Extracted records
%%

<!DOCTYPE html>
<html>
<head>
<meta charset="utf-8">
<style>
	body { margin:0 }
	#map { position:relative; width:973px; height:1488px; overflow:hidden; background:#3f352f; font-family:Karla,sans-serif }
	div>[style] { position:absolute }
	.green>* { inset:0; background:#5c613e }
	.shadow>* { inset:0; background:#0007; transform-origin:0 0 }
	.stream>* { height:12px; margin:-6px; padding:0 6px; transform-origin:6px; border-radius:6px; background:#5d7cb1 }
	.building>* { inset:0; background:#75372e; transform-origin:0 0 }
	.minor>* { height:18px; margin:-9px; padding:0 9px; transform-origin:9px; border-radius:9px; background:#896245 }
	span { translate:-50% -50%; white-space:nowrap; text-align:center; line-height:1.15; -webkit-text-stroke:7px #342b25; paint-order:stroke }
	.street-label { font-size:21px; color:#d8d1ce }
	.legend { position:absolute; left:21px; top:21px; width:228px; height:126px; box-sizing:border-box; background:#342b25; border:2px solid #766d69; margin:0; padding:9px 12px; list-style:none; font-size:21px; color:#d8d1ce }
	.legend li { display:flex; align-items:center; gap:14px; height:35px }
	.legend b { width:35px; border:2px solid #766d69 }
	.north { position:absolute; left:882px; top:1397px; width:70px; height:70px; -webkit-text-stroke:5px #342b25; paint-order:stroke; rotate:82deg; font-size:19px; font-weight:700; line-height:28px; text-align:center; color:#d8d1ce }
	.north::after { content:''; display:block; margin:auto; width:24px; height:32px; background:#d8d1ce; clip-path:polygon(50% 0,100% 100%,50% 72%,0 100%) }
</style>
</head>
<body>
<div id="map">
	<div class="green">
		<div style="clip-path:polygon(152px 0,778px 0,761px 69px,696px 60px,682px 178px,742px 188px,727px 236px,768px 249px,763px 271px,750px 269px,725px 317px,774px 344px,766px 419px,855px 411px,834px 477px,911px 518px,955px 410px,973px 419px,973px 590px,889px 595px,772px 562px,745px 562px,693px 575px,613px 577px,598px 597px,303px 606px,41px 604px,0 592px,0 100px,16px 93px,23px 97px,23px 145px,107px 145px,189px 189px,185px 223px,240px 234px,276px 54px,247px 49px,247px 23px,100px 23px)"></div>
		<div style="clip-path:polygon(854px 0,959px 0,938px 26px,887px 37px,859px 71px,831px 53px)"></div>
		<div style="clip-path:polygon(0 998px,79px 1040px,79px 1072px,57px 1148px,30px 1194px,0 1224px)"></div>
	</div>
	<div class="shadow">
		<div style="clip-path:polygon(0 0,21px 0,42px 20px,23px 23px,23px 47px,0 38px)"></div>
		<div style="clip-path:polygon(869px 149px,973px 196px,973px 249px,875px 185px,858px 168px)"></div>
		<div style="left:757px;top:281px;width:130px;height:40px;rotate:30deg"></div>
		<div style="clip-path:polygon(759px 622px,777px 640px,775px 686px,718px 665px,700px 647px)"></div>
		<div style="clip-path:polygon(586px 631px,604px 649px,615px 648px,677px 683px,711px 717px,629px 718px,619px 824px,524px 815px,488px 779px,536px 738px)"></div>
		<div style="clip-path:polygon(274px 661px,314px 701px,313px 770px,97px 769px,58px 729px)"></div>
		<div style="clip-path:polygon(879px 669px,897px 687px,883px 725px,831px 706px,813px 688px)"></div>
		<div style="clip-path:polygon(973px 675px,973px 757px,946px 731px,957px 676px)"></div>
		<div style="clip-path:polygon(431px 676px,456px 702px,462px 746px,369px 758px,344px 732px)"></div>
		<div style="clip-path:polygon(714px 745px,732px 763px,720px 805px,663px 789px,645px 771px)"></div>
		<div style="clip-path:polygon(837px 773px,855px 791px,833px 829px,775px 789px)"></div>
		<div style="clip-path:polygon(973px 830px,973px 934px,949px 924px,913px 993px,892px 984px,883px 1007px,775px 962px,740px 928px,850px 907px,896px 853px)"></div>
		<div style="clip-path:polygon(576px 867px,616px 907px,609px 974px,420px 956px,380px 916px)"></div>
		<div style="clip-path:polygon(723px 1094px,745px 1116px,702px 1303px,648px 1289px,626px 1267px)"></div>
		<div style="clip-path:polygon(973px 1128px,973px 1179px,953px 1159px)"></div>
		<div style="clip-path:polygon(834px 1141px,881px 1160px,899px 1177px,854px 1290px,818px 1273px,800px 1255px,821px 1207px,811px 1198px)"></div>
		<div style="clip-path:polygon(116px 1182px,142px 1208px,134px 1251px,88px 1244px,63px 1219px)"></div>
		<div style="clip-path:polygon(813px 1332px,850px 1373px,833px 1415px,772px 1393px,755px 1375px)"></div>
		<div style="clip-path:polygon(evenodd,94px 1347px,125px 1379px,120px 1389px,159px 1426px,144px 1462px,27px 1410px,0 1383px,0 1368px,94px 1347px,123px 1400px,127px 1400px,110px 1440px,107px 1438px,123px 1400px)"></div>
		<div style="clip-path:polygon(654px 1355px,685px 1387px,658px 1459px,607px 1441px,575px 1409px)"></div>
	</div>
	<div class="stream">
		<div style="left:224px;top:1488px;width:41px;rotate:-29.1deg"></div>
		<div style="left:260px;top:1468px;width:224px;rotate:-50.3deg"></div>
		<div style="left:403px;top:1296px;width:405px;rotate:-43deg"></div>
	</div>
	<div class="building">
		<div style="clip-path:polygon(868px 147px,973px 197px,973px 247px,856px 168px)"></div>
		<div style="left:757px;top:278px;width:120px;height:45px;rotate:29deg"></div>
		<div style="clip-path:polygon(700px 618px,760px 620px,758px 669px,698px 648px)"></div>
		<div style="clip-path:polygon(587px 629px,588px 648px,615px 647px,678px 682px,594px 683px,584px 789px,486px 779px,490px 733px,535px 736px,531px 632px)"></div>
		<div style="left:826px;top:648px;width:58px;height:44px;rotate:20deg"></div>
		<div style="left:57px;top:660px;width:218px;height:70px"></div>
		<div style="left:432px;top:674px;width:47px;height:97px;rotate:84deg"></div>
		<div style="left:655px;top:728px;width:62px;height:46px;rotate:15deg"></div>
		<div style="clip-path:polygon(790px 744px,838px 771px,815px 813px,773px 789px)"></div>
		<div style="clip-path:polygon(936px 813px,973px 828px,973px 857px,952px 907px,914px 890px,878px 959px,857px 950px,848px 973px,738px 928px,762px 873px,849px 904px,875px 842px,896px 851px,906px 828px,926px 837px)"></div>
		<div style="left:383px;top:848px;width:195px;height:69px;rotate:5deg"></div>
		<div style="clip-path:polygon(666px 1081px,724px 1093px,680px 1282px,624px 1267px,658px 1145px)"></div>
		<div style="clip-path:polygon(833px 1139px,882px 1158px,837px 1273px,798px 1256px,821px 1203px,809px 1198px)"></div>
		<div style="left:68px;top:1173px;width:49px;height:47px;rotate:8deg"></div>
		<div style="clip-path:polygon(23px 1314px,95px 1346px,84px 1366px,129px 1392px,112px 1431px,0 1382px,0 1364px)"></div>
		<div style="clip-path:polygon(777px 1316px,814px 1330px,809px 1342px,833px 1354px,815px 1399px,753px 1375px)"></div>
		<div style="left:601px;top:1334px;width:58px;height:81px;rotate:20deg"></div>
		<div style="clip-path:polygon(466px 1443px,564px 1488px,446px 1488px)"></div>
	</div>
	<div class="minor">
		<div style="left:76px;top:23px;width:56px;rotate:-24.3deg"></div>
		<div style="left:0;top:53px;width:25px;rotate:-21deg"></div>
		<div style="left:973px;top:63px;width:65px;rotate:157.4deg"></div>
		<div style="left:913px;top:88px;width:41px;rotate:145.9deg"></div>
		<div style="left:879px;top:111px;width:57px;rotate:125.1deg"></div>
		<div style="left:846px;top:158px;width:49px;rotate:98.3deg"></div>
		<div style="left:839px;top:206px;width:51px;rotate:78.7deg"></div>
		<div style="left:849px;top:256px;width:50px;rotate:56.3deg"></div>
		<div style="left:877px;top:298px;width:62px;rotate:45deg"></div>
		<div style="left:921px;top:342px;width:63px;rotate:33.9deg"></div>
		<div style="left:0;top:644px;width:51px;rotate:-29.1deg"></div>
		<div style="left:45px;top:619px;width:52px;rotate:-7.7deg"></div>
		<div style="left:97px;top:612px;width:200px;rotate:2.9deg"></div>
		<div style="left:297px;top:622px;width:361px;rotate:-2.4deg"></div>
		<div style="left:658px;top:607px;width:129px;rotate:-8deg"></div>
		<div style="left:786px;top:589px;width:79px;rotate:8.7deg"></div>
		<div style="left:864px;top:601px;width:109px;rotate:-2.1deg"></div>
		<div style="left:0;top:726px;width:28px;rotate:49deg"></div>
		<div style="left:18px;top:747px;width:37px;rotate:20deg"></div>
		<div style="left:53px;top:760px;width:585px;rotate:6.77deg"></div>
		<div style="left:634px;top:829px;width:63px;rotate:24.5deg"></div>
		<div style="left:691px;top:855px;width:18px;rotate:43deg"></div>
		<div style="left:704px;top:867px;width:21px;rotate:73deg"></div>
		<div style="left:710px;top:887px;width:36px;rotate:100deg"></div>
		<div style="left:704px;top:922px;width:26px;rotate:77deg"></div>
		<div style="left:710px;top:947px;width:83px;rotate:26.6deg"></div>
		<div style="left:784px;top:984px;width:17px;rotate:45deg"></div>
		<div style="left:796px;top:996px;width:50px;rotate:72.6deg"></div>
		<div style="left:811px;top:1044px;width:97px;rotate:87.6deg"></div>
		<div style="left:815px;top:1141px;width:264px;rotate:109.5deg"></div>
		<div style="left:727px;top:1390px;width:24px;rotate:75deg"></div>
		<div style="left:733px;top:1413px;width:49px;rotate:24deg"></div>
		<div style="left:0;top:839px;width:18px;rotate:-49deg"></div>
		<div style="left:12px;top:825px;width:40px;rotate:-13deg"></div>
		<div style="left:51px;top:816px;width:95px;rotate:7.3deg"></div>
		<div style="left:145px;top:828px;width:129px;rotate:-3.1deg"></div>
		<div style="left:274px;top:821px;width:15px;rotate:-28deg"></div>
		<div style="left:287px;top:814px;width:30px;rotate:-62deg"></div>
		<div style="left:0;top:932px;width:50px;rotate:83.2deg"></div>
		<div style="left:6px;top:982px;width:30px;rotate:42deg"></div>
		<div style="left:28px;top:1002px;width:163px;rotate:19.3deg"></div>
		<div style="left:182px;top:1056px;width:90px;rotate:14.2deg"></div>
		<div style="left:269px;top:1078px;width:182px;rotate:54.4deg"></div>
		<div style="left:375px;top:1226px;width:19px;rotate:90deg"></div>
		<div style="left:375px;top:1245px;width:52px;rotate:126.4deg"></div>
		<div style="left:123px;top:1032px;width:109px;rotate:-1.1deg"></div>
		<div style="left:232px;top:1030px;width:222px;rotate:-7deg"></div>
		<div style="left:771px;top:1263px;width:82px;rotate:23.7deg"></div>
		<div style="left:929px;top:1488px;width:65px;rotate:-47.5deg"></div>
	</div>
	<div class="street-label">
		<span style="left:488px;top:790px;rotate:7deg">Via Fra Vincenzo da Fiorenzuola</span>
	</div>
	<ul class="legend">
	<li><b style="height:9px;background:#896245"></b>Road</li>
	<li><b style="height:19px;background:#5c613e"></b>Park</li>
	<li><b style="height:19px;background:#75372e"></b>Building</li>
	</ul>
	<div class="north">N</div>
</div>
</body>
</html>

%%

# WORK ORDER
Only the lines from the one containing "Vincenzo da Fiorenzuola</span>" through the end of the data above are wanted, both ends included; restate them word for word.

# SOLVED PROBLEM
		<span style="left:488px;top:790px;rotate:7deg">Via Fra Vincenzo da Fiorenzuola</span>
	</div>
	<ul class="legend">
	<li><b style="height:9px;background:#896245"></b>Road</li>
	<li><b style="height:19px;background:#5c613e"></b>Park</li>
	<li><b style="height:19px;background:#75372e"></b>Building</li>
	</ul>
	<div class="north">N</div>
</div>
</body>
</html>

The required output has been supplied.